Last March, former Secretary of State Hillary Clinton was quoted as saying that Russian President Vladimir Putin’s attack on Ukraine, supposedly in defense of Russian-speakers there, was just like “what Hitler did back in the ‘30s“ — using ethnic Germans to justify his invasion of neighboring lands. At the time, I thought such a comparison was over the top. I don’t think so anymore. I’d endorse Mrs. Clinton’s
comparison purely for the shock value: It draws attention to the awful things Putin is doing to Ukraine, not to mention his own country, whose credit rating was just reduced to junk status.

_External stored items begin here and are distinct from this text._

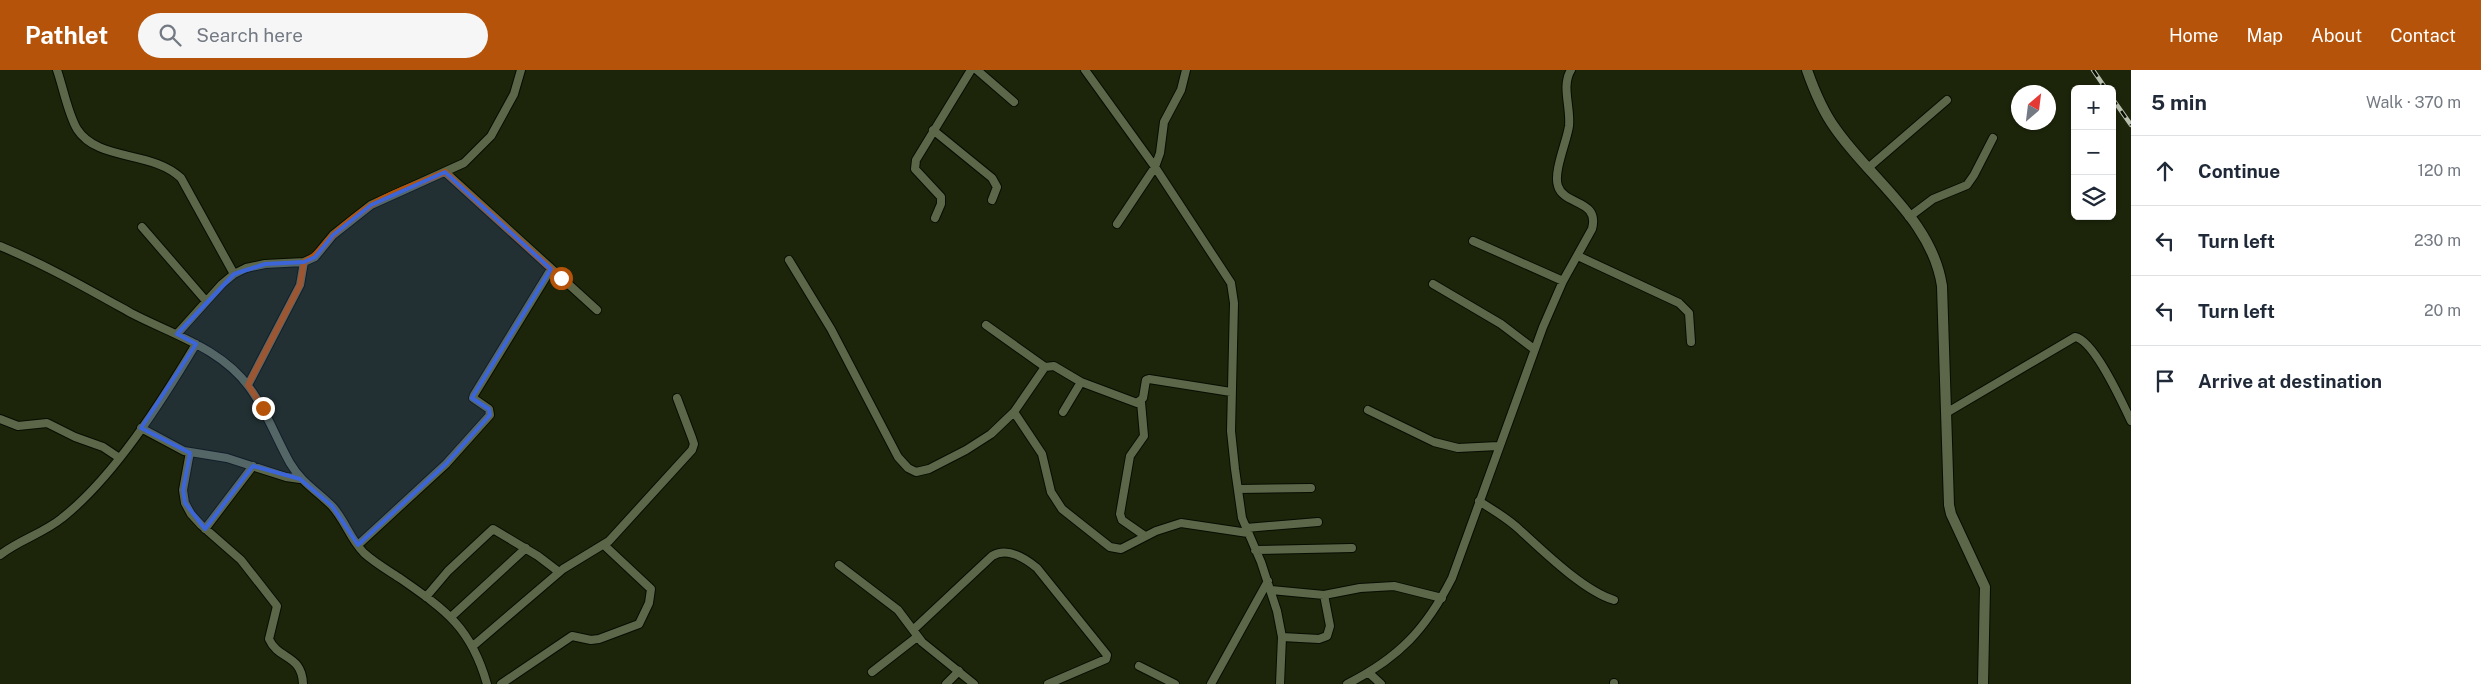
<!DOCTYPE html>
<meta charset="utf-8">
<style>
body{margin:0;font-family:"Public Sans",sans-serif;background:#f6f6f7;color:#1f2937}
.controls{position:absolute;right:15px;top:15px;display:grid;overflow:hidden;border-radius:8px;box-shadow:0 1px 4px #0004}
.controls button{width:45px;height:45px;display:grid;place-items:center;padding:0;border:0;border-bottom:1px solid #e0e1e3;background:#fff;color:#1f2937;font:25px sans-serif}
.compass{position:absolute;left:2011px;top:15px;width:45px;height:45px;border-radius:50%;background:#fff;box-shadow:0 1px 4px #0004;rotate:28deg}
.stop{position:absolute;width:15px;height:15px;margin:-11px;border:4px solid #b45309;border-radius:50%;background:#fff}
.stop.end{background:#b45309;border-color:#fff;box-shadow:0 1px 5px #0008}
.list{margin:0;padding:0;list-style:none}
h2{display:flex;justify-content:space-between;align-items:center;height:65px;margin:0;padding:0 20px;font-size:21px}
h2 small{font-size:16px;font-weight:400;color:#747a83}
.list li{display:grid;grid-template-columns:32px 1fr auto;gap:15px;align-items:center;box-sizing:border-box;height:70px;padding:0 20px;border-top:1px solid #e0e1e3}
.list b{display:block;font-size:19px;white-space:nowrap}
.list em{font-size:16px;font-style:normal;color:#747a83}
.icon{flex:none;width:28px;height:28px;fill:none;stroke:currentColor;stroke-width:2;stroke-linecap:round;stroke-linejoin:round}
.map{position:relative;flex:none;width:2131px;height:614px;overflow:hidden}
header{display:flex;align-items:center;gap:30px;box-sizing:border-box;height:70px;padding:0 25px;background:#b45309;color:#fff}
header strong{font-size:24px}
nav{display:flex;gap:28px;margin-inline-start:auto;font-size:18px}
.search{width:350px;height:45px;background:#f6f6f7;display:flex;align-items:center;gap:12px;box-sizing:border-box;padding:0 18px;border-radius:28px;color:#747a83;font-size:19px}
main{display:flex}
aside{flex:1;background:#fff}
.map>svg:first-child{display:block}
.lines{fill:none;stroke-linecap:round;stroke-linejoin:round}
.minor-casing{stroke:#070d00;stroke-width:10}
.tertiary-casing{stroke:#070d00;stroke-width:12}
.minor{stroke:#5c674a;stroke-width:8}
.tertiary{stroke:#5c674a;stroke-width:10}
.rail-casing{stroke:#b8bfac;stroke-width:4.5}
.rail{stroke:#080c03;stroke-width:2.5;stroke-dasharray:8;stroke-linecap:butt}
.route{stroke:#b45309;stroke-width:6}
.marked{fill:#3b65d8;fill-opacity:0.2;stroke:#3b65d8;stroke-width:4;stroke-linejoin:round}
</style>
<header>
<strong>Pathlet</strong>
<div class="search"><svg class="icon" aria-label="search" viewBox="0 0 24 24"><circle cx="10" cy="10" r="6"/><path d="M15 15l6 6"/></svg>Search here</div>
<nav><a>Home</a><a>Map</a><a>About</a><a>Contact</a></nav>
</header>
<main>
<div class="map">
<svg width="2131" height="614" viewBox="0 0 2131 614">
<rect width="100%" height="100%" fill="#1c240a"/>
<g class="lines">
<g class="minor-casing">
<path id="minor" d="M57 0C63 17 68 44 77 59 98 92 152 80 181 108L234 204
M977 0 1014 32
M1085 0 1155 97 1231 213 1234 233 1231 361 1235 399 1242 448 1261 492 1277 541 1282 567 1280 614
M933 60 992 108 997 117 992 130
M1868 98 1947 30
M445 102 597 240
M1909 147 1933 129 1967 115 1974 105 1993 68
M935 148 941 134V127L915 99 916 90 971 0
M1117 154 1155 97 1160 83 1164 52 1181 20 1186 0
M142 157 206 231
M1473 171 1563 211
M0 176C46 195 88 219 131 243 171 264 221 278 249 317 266 340 276 368 290 393 301 412 317 421 332 436 345 450 350 469 364 483 375 493 389 501 401 509 447 541 471 558 487 614
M1578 186 1679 233 1689 243 1691 272
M789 190 831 259 898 387 908 398 916 402 929 399 966 380 991 364 1014 342 1045 297 1054 296 1081 312 1137 333 1143 328 1146 310 1149 309 1231 322
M1433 214 1501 254 1534 279
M986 255 1045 297
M177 264 222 214 234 204 246 198 265 194 304 192 315 187 333 165 371 135 464 93 491 66 514 24 521 0
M248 315 300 215 304 192
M1141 332 1144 366 1130 386 1120 444 1122 450 1145 466
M1368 340 1434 372 1458 378 1498 376
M1014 342 1042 384 1051 422 1062 439 1110 477 1121 479 1156 461 1181 453 1248 463
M1063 342 1081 312
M1946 343 2075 267C2094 270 2123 334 2131 351
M0 349 18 356 47 353 75 367 103 377 118 387
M141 358 184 381 227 388 286 407 300 409
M190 382 183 420 185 433 191 444 201 455 241 490 277 536 269 569C278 590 302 584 303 614
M1238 419 1311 418
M1479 431C1493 440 1509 449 1521 461 1544 482 1584 521 1614 530
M1246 458 1318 452
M205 459 253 396
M358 475 446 394 490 345 489 339 473 328 474 325 551 199
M1255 480 1352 478
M0 485C19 470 44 463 62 448 114 407 162 331 196 274
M839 495 898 540 922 572 974 614
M1271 520 1324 525 1360 518 1394 516 1442 528
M426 527 448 501 493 459 538 486 559 502
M451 547 526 478
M913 560 992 486C1007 477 1025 488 1037 498L1107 585 1106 589 1048 614
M1282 567 1319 569 1327 566 1330 556 1324 525
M473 576 563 499 609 471 692 380 694 374 692 368 677 328
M1139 596 1175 614
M872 602 917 567
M1369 603 1381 614
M501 614 572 566 591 570 599 569 639 554 649 533 651 519 604 475
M946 614 959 601
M1211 614 1268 511
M1347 614C1399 588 1426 559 1452 508L1543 257 1563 211 1592 159C1600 129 1564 136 1558 116 1553 102 1567 71 1569 56 1571 37 1561 16 1571 0
M1614 614V613"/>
</g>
<g class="tertiary-casing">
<path id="tertiary" d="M1807 0C1814 20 1822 40 1835 58 1871 110 1932 150 1942 216L1949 435 1951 444 1985 517 1983 614"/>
</g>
<use href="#minor" class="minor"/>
<use href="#tertiary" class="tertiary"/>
<g class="rail-casing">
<path id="rail" d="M2093 0 2106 19
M2112 28 2131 55"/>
</g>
<use href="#rail" class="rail"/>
</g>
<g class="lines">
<path class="route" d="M263 338 248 315 300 215 304 192C319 185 323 174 334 164 345 154 359 143 371 135 393 121 421 113 445 102L561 208"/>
</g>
<path class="marked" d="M445 102 551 199 472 328 489 339 490 345 446 394 358 475 332 436 300 409 253 396 205 459 185 433 183 420 190 383 141 358 196 274 177 264 234 204 265 194 304 192 315 187 333 165 371 135Z"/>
</svg>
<div class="controls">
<button>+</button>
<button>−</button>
<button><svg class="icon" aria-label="layers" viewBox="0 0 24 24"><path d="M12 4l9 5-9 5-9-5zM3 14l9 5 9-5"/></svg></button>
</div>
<svg class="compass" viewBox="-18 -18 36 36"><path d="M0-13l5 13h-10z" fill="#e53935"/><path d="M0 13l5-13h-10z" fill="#747a83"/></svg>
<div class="stop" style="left:561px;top:208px"></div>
<div class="stop end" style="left:263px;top:338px"></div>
</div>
<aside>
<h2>5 min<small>Walk · 370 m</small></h2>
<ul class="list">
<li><svg class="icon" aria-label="ahead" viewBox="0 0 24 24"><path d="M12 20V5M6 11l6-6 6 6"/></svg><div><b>Continue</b></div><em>120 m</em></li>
<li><svg class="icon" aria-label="left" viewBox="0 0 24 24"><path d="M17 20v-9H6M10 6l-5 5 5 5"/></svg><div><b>Turn left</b></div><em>230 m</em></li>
<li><svg class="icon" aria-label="left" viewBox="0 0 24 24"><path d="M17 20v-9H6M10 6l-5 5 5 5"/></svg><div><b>Turn left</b></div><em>20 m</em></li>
<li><svg class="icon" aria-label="arrive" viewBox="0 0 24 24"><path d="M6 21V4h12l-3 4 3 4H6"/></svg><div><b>Arrive at destination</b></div></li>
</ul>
</aside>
</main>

Putin’s use of Russian troops wearing uniforms without insignia to invade Ukraine and to covertly buttress Ukrainian rebels bought and paid for by Moscow — all disguised by a web of lies that would have made Nazi propagandist Joseph Goebbels blush and all for the purpose of destroying Ukraine’s reform movement before it can create a democratic model that might appeal to Russians more than Putin’s kleptocracy — is the ugliest geopolitical mugging happening in the world today.
Ukraine matters — more than the war in Iraq against the Islamic State, a.k.a., ISIS. It is still not clear that most of our allies in the war against ISIS share our values. That conflict has a big tribal and sectarian element. It is unmistakably clear, though, that Ukraine’s reformers in its newly elected government and Parliament — who are struggling to get free of Russia’s orbit and become part of the European Union’s market and democratic community — do share our values. If Putin the Thug gets away with crushing Ukraine’s new democratic experiment and unilaterally redrawing the borders of Europe, every pro-Western country around Russia will be in danger.
“Putin fears a Ukraine that demands to live and wants to live and insists on living on European values — with a robust civil society and freedom of speech and religion [and] with a system of values the Ukrainian people have chosen and laid down their lives for,” Natalie Jaresko, Ukraine’s finance minister, told a Ukraine seminar at the World Economic Forum in Davos, Switzerland, last week.
The U.S. and Germany have done a good job organizing the sanctions on Russia. While the Obama administration recently decided to deploy some American soldiers to Ukraine in the spring to train the Ukrainian National Guard, I’d support increasing our military aid to Ukraine’s Army now so it can better defend itself from the estimated 9,000 troops Putin has infiltrated into Ukraine.
Ukraine also needs $15 billion in loans and grants in the next year to stabilize its economy, in addition to its bailout from the International Monetary Fund. Ukrainians had dug themselves into a deep, deep hole with their 20-plus years of industrial levels of corruption from a series of bad governments after Kiev became independent of the Soviet Union. The reason for hope is that the revolution and latest elections in Ukraine have brought in a new generation of reformers, who are rapidly transforming ministries and passing tax and transparency regulations. They are actually welcoming hardheaded, good-governance benchmarks as a condition for Western aid. But if they deliver, we must deliver.
Treasury Secretary Jack Lew has been traveling across Europe this week in part to lock in the aid package for Kiev. The U.S. has committed its share, but the European Union is still balking a bit. Putin’s aim is to sow enough instability that the West will hold back aid so the Ukraine reformers will fail to deliver and be discredited. That would be a shame.
Global financier George Soros, who’s been helping foster Ukrainian reform, told the Davos gathering that “there is a new Ukraine that is determined to be different from the old Ukraine. ... What makes it unique is that it is not only willing to fight but engage in executing a set of radical reforms. It is up against the old Ukraine that has not disappeared ... and up against a very determined design by President Putin to destabilize it and destroy it. But it is determined to assert the independence and European orientation of the new Ukraine.”
Ukraine could also impact the price of oil. The two biggest actors who can shape that price today are Saudi Arabia’s new king, Salman, and Russia’s czar, Putin. If the Saudis decide to cut back production significantly, the price of oil will go up. And if Putin decides to fully invade Ukraine, or worse, one of the Baltic states, and test whether NATO will really fight to defend either, the price of oil will go up. With his economy in shambles, Putin’s regime is now almost entirely dependent on oil and gas exports, so he’s really hurting with the oil price collapse. The odds of Putin fully invading Ukraine or the Baltics are low, but do not rule out either.
Triggering a big geopolitical crisis with NATO is an easy way for Putin to shock the oil price back up. Putin’s covert Ukraine interventions up to now have not succeeded in that. In sum: Today’s oil price will be most affected by two men — King Salman and how he uses his spare capacity to produce oil and Czar Putin and how he uses his spare capacity to produce trouble.